Which is an incredibly long-winded way of saying: the Thorns sometimes lacked defensive cohesion and offensive consistency in incredibly glaring ways. Of Portland’s defensive corps, the only major loss is Nikki Marshall, who announced her retirement in February. Rachel Van Hollebeke, Steph Catley, Emily Menges and Courtney Niemiec all return. Of course, Van Hollebeke is part of the USWNT and Catley plays for Australia. Portland did add a trio of defenders, picking up Canadian international Rhian Wilkinson, Sky Blue FC’s Kendall Johnson, and trading Amber Brooks to Western NY to reacquire Kat Williamson.
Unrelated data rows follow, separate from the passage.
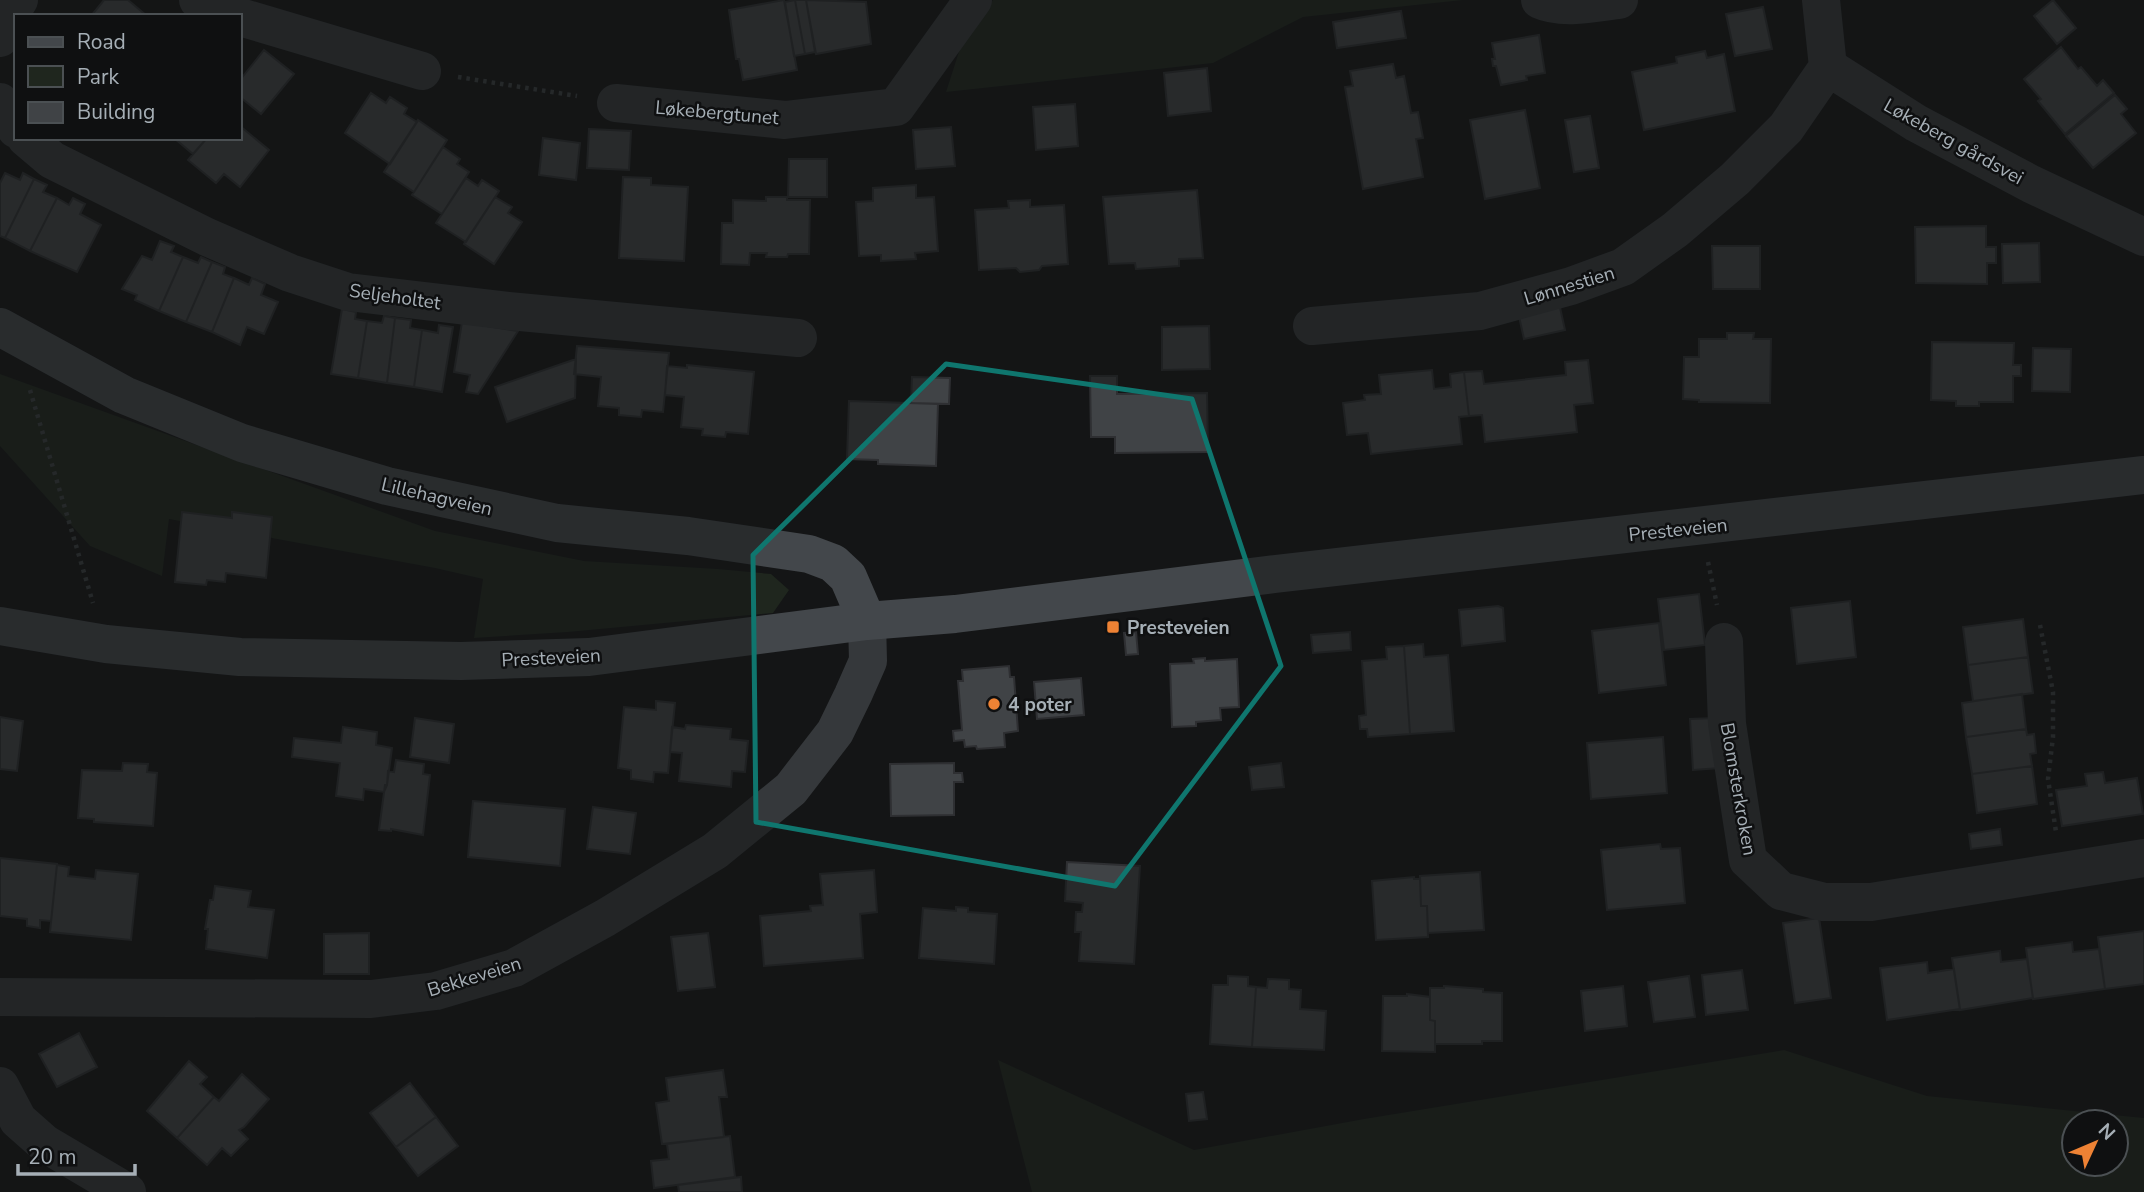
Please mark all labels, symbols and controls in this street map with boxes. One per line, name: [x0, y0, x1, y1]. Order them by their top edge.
legend: [14, 14, 242, 140]
text: Road: [77, 28, 126, 56]
text: Park: [77, 63, 119, 91]
street label: Løkeberg gårdsvei: [1879, 93, 2028, 191]
street label: Løkebergtunet: [654, 95, 780, 131]
text: Building: [77, 98, 155, 126]
street label: Lønnestien: [1521, 260, 1618, 312]
street label: Seljeholtet: [347, 278, 443, 316]
street label: Lillehagveien: [379, 472, 495, 522]
street label: Presteveien: [1627, 512, 1729, 548]
place label: Presteveien: [1127, 615, 1230, 641]
marker: Presteveien: [1105, 619, 1121, 635]
street label: Presteveien: [501, 642, 601, 674]
place label: 4 poter: [1008, 692, 1072, 718]
marker: 4 poter: [986, 696, 1002, 712]
street label: Blomsterkroken: [1714, 721, 1763, 858]
street label: Bekkeveien: [424, 950, 524, 1004]
north arrow: [2060, 1108, 2130, 1178]
text: N: [2092, 1118, 2121, 1146]
scale bar: [18, 1132, 135, 1176]
text: 20 m: [28, 1143, 77, 1171]

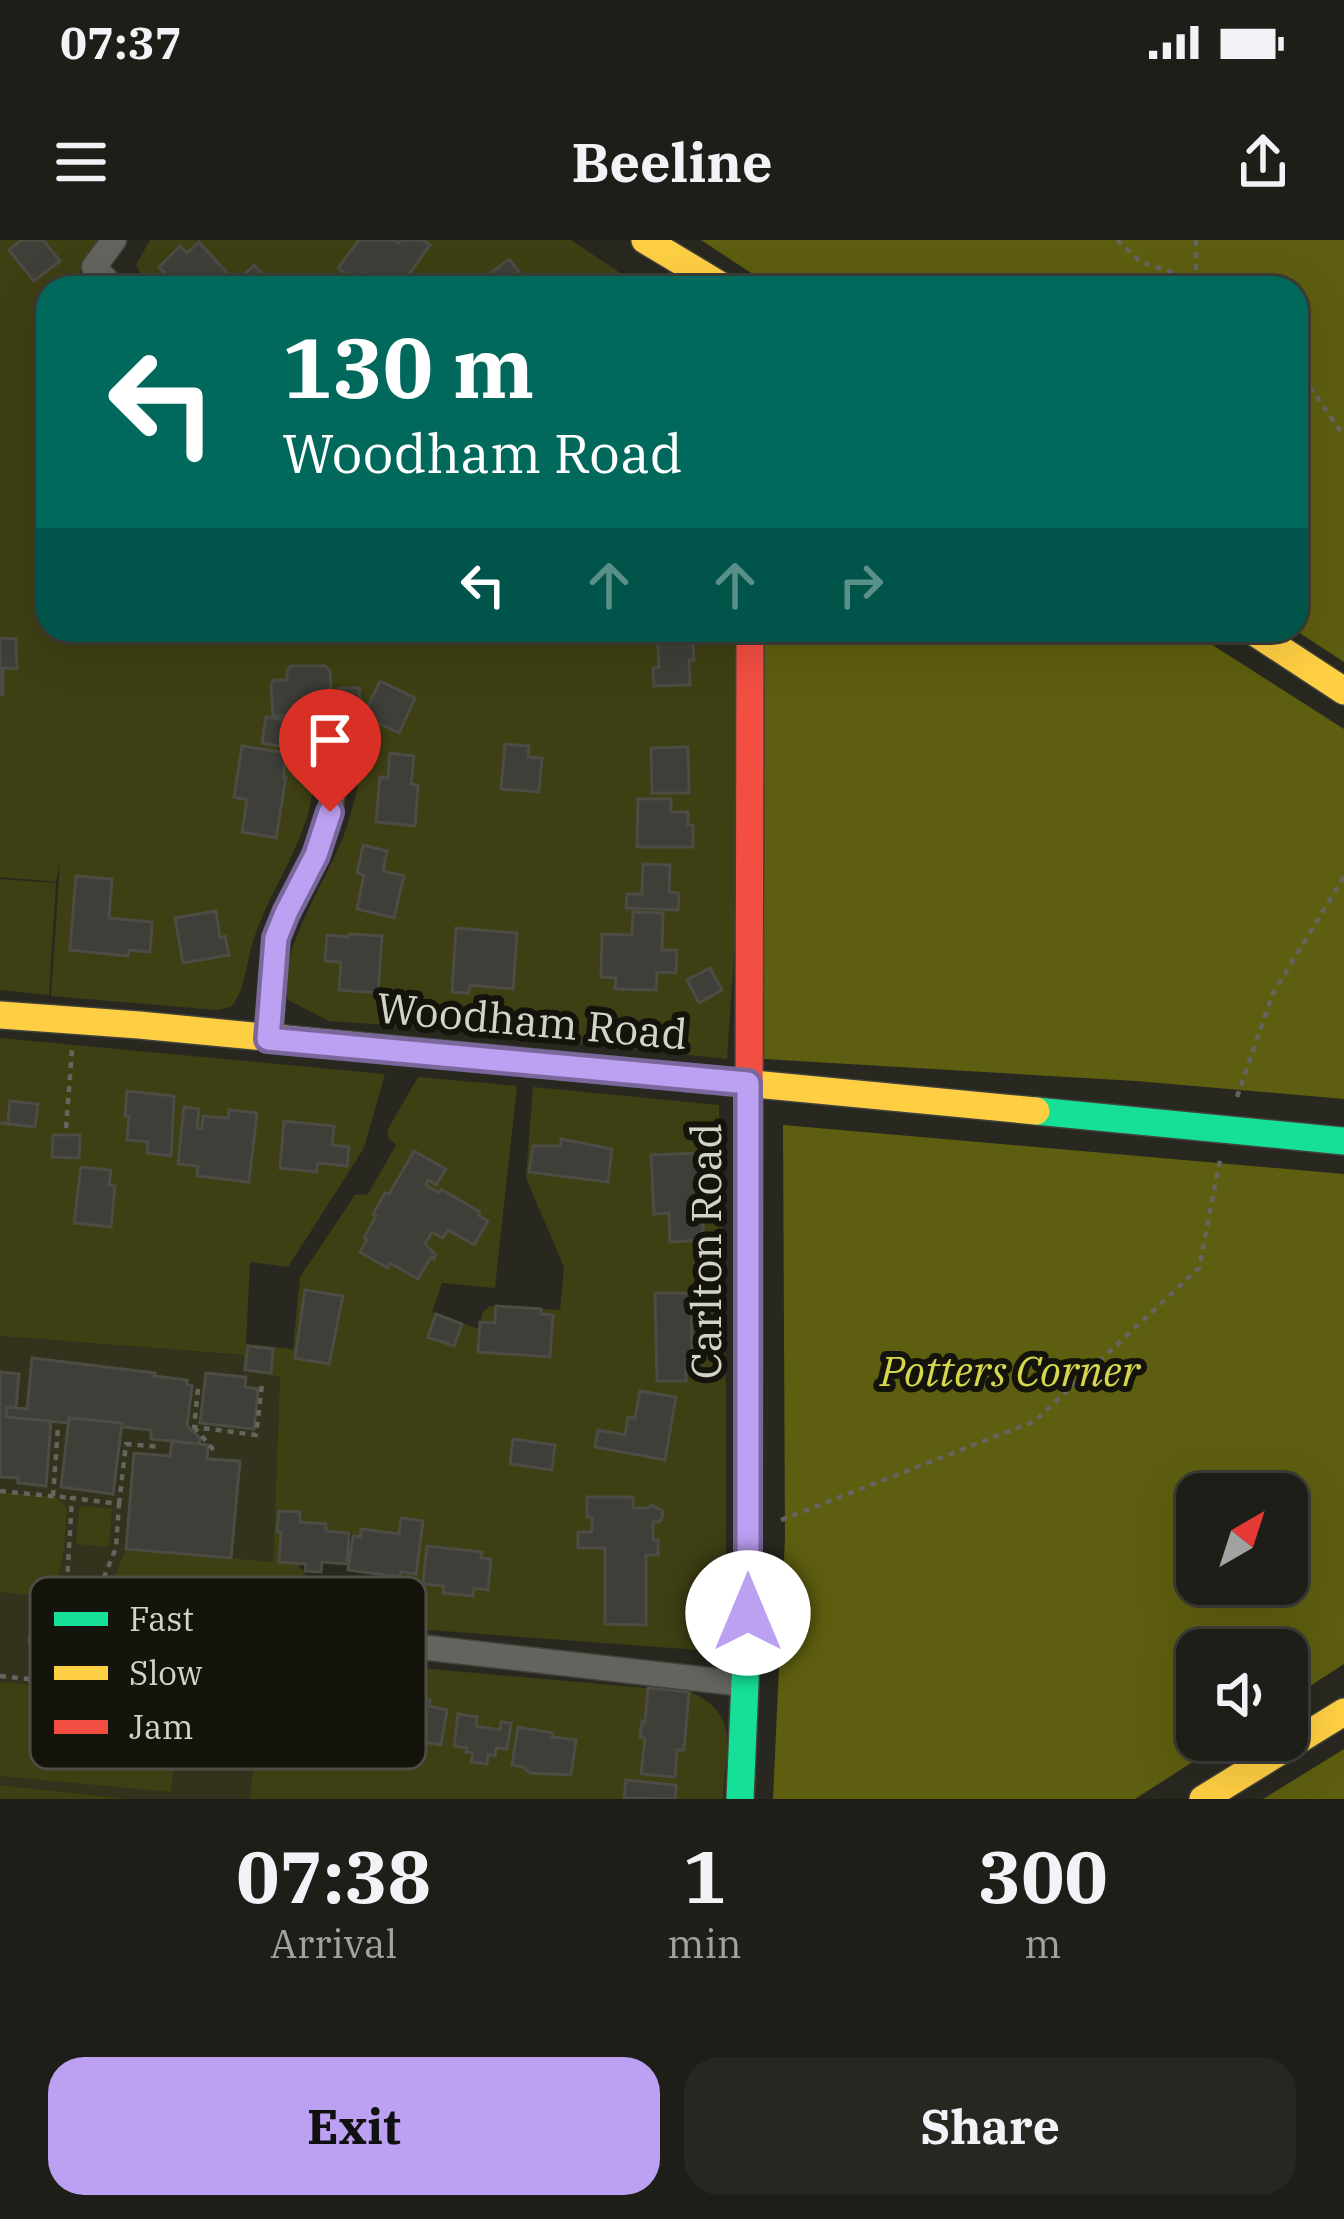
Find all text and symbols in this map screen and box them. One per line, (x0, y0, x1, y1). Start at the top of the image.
text: 07:37 (60, 13, 182, 71)
text: Beeline (571, 127, 773, 197)
icon: menu (48, 129, 114, 195)
icon: share (1230, 129, 1296, 195)
text: 130 m (282, 312, 534, 421)
icon: left (84, 324, 240, 480)
text: Woodham Road (282, 418, 683, 488)
icon: left (450, 552, 516, 618)
icon: ahead (576, 552, 642, 618)
icon: ahead (702, 552, 768, 618)
icon: right (828, 552, 894, 618)
pin (279, 689, 381, 812)
icon: arrive (297, 707, 363, 773)
street label: Woodham Road (374, 980, 690, 1061)
street label: Carlton Road (678, 1123, 733, 1379)
park label: Potters Corner (879, 1343, 1142, 1398)
north arrow (1176, 1473, 1308, 1605)
map controls (1176, 1473, 1308, 1761)
position arrow (685, 1550, 811, 1676)
legend (30, 1577, 426, 1769)
text: Fast (129, 1597, 194, 1640)
button: sound (1176, 1629, 1308, 1761)
text: Slow (129, 1651, 203, 1694)
text: Jam (129, 1705, 193, 1748)
text: 07:38 (236, 1829, 431, 1923)
text: 1 (683, 1829, 726, 1923)
text: 300 (978, 1829, 1108, 1923)
text: Arrival (270, 1918, 397, 1969)
text: min (667, 1918, 742, 1969)
text: m (1024, 1918, 1061, 1969)
button: Exit (48, 2057, 660, 2195)
button: Share (684, 2057, 1296, 2195)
Portland traded Williamson to the Flash at the start of the 2014 season.
Middle: Portland’s midfield remains mostly unchanged from a season ago, too, save for the NWSL Retirement Bug biting Angie Kerr and Sarah Huffman, and the trades of Brooks and Rebecca Moros. Vero Boquete is currently playing in Germany, but has expressed interest in returning to the Thorns. Portland did add Canada’s Kaylyn Kyle through allocation and Sarah Robbins, who last played professionally in Finland and also acquired one-time Flash captain McCall Zerboni as part of the Brooks-Williamson trade with Western NY. They’ll join the returning Tobin Heath, Sinead Farrelly, Allie Long and Mana Shim. Long was Portland’s second leading scorer a season ago with seven goals. Kyle and Heath will likely miss time with their respective national teams.
Different page? Different book: Portland still has Alex Morgan and Christine Sinclair. Maybe you've heard of them? Cool. Except neither was Portland's leading scorer a season ago and both are due to miss some time due to World Cup commitments with the U.S. and Canada respectively. Morgan netted just five goals through an injury-shortened 13-appearance 2014, while Sinclair just struggled, tallying six goals in 22 games. Jessica McDonald, who led the Thorns with 11 goals last season, was traded to Houston for a pair of draft picks. That leaves the often-not-on-the-same-page Morgan and Sinclair and new acquisitions Jodie Taylor, whose 11 goals led the Spirit in scoring a season ago, and Equatorial Guinea international and one-time Frauen-Bundesliga leading scorer Genoveva Añonma.
In conclusion: Paul Riley is not a fancy ingredients kind of man. Paul Riley is a wait while all the other contestants run and ravage the pantry and then just casually stroll ‘cause you wouldn’t want to wrinkle those slacks and also it’s too hot to run in this scarf you’re wearing in August and take whatever weird stuff is left and then make the dish that [almost] wins the challenge kind of man. With all those names, it was like Riley didn’t know what to do and ended up just making some kind of weird brown-grey glop that no one wanted to eat a lot of the time. 2015 will present a different kind of challenge, with a good chunk of the fancy stuff unavailable for some of the season -- which might just be the best thing that could happen to the Thorns. Or someone could just go to Cindy Parlow Cone’s house and ask to borrow a hat already.